[Stored items]
········

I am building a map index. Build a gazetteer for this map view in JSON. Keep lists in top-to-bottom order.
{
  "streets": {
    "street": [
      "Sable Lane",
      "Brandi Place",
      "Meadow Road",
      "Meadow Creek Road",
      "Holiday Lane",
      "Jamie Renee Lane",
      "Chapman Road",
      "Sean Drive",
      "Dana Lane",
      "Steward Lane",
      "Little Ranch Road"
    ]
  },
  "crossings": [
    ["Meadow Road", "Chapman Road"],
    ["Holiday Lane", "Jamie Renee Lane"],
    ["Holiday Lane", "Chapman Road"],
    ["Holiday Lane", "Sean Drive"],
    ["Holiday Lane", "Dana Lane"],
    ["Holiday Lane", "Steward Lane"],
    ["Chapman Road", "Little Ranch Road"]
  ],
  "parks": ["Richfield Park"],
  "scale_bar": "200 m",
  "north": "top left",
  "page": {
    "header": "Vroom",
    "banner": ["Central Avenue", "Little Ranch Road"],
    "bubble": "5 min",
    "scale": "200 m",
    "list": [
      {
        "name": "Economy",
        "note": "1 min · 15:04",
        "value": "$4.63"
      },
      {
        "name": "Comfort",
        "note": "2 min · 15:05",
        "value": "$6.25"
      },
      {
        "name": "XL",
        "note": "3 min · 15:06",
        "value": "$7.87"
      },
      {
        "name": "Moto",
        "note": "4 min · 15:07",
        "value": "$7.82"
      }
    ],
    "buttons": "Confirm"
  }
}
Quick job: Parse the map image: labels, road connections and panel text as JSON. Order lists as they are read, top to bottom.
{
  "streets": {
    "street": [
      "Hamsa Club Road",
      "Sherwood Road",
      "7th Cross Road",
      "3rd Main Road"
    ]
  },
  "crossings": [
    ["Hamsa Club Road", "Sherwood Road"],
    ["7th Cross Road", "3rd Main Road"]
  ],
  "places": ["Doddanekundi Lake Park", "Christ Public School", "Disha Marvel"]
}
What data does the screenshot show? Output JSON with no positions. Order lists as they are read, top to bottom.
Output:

········

## TASK DETAILS:
Whenever a line holds "Output", it counts; state the total for the records and add nothing.

## ANSWER TO THE EXERCISE:
2